**What is required**
Could you copy every line of the data that contains "Mère"?

**Data excerpts**
++++++

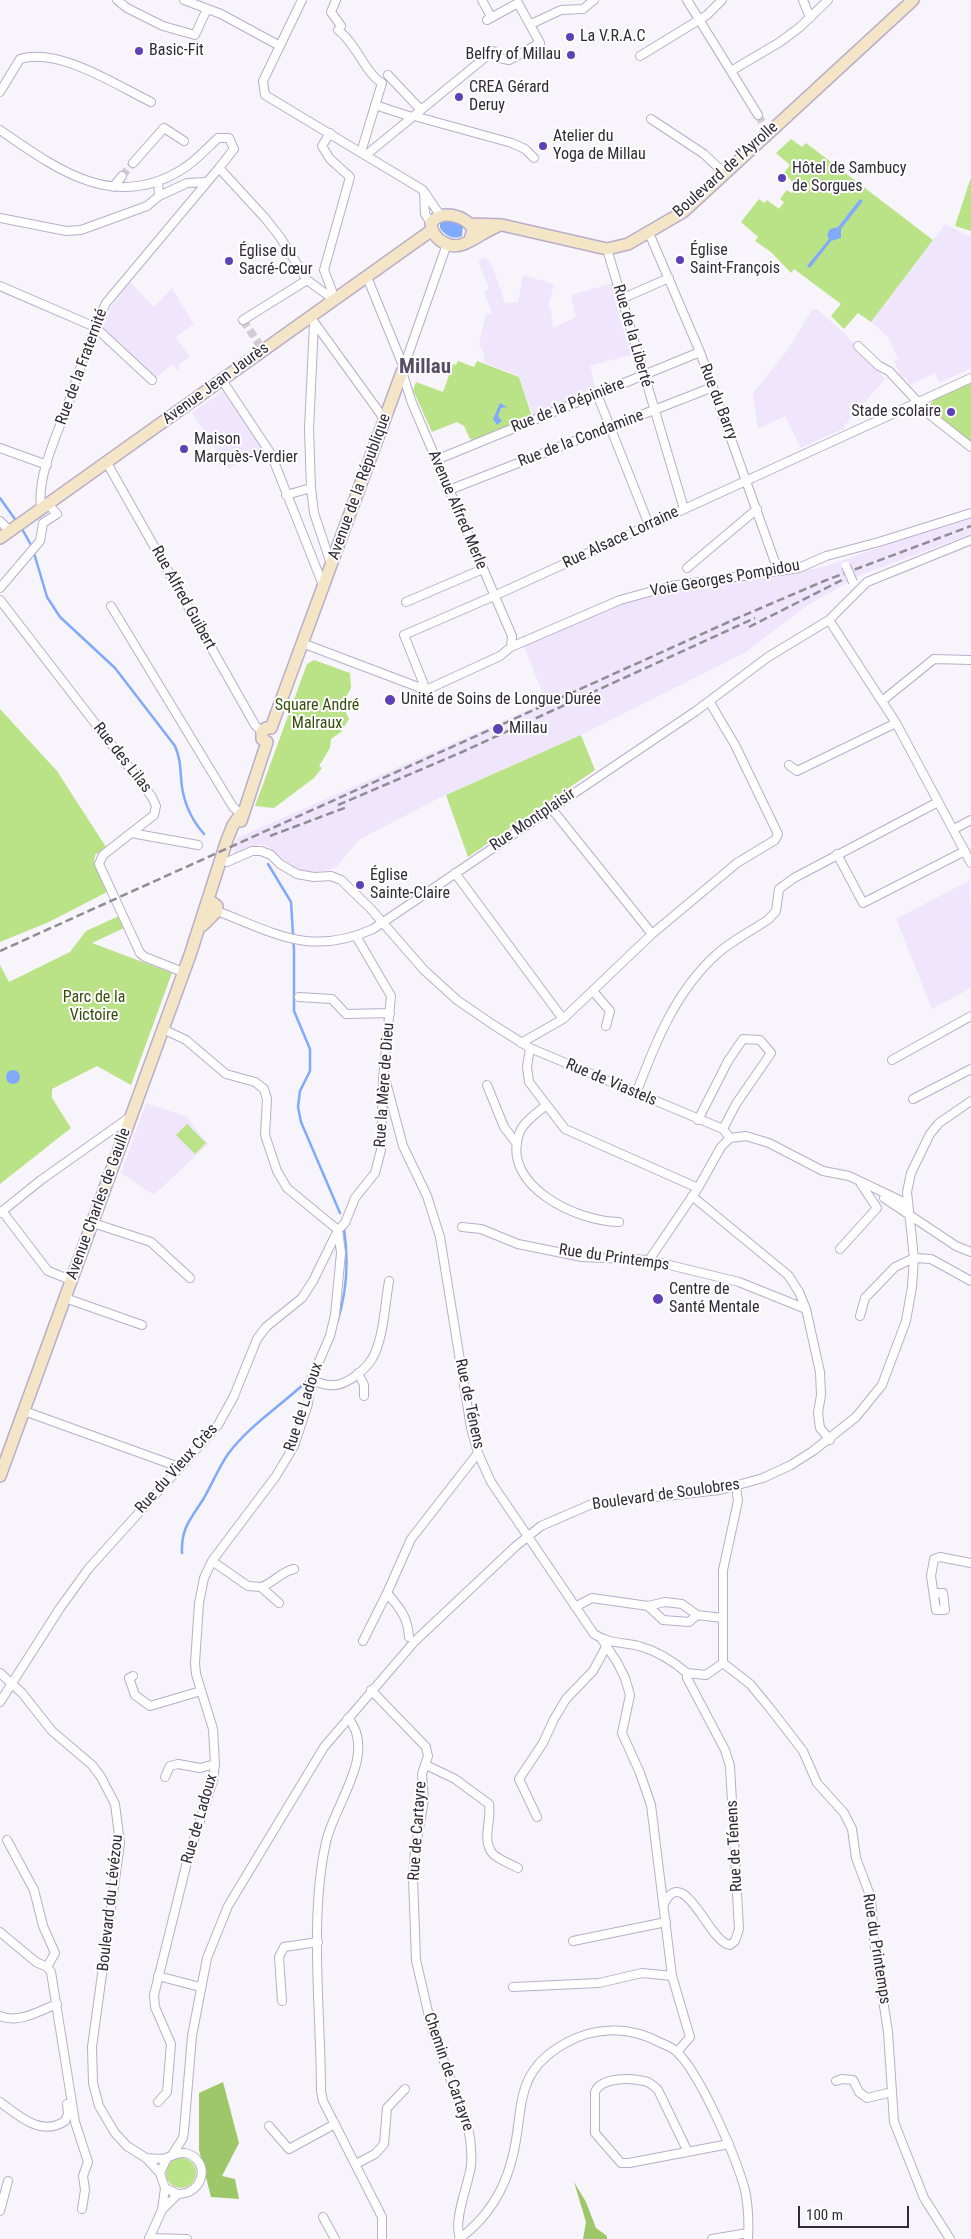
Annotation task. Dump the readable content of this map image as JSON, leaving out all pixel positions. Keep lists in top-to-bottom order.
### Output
{
  "streets": {
    "main road": [
      "Boulevard de l'Ayrolle",
      "Avenue Jean Jaurès",
      "Avenue de la République",
      "Avenue Charles de Gaulle"
    ],
    "street": [
      "Rue de la Liberté",
      "Rue de la Fraternité",
      "Rue du Barry",
      "Rue de la Pépinière",
      "Rue de la Condamine",
      "Avenue Alfred Merle",
      "Rue Alsace Lorraine",
      "Voie Georges Pompidou",
      "Rue Alfred Guibert",
      "Rue des Lilas",
      "Rue Montplaisir",
      "Rue de Viastels",
      "Rue la Mère de Dieu",
      "Rue du Printemps",
      "Rue de Ténens",
      "Rue de Ladoux",
      "Rue du Vieux Crès",
      "Boulevard de Soulobres",
      "Rue de Cartayre",
      "Boulevard du Lévézou",
      "Chemin de Cartayre"
    ]
  },
  "crossings": [
    ["Boulevard de l'Ayrolle", "Rue de la Liberté"],
    ["Boulevard de l'Ayrolle", "Rue du Barry"],
    ["Rue de la Liberté", "Rue de la Pépinière"],
    ["Rue de la Liberté", "Rue de la Condamine"],
    ["Rue de la Liberté", "Rue Alsace Lorraine"],
    ["Rue de la Fraternité", "Avenue Jean Jaurès"],
    ["Avenue Jean Jaurès", "Avenue de la République"],
    ["Avenue Jean Jaurès", "Avenue Alfred Merle"],
    ["Avenue Jean Jaurès", "Rue Alfred Guibert"],
    ["Rue du Barry", "Rue de la Pépinière"],
    ["Rue du Barry", "Rue de la Condamine"],
    ["Rue du Barry", "Rue Alsace Lorraine"],
    ["Rue du Barry", "Voie Georges Pompidou"],
    ["Rue de la Pépinière", "Avenue Alfred Merle"],
    ["Rue de la Condamine", "Avenue Alfred Merle"],
    ["Avenue de la République", "Avenue Alfred Merle"],
    ["Avenue de la République", "Rue Alfred Guibert"],
    ["Avenue de la République", "Rue Montplaisir"],
    ["Avenue de la République", "Avenue Charles de Gaulle"],
    ["Avenue Alfred Merle", "Rue Alsace Lorraine"],
    ["Avenue Alfred Merle", "Voie Georges Pompidou"],
    ["Rue Alsace Lorraine", "Voie Georges Pompidou"],
    ["Rue des Lilas", "Avenue Charles de Gaulle"],
    ["Rue Montplaisir", "Rue de Viastels"],
    ["Rue Montplaisir", "Rue la Mère de Dieu"],
    ["Rue Montplaisir", "Avenue Charles de Gaulle"],
    ["Rue de Viastels", "Avenue Charles de Gaulle"],
    ["Rue la Mère de Dieu", "Rue de Ténens"],
    ["Rue la Mère de Dieu", "Rue de Ladoux"],
    ["Rue la Mère de Dieu", "Rue du Vieux Crès"],
    ["Rue de Ténens", "Boulevard de Soulobres"],
    ["Rue de Ladoux", "Rue du Vieux Crès"],
    ["Rue du Vieux Crès", "Boulevard du Lévézou"],
    ["Boulevard de Soulobres", "Rue de Cartayre"],
    ["Rue de Cartayre", "Chemin de Cartayre"]
  ],
  "districts": ["Millau"],
  "parks": ["Square André Malraux", "Parc de la Victoire"],
  "places": [
    "La V.R.A.C",
    "Basic-Fit",
    "Belfry of Millau",
    "CREA Gérard Deruy",
    "Atelier du Yoga de Millau",
    "Hôtel de Sambucy de Sorgues",
    "Église Saint-François",
    "Église du Sacré-Cœur",
    "Stade scolaire",
    "Maison Marquès-Verdier",
    "Unité de Soins de Longue Durée",
    "Millau",
    "Église Sainte-Claire",
    "Centre de Santé Mentale"
  ],
  "scale_bar": "100 m"
}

++++++

**Answer box**
      "Rue la Mère de Dieu",
    ["Rue Montplaisir", "Rue la Mère de Dieu"],
    ["Rue la Mère de Dieu", "Rue de Ténens"],
    ["Rue la Mère de Dieu", "Rue de Ladoux"],
    ["Rue la Mère de Dieu", "Rue du Vieux Crès"],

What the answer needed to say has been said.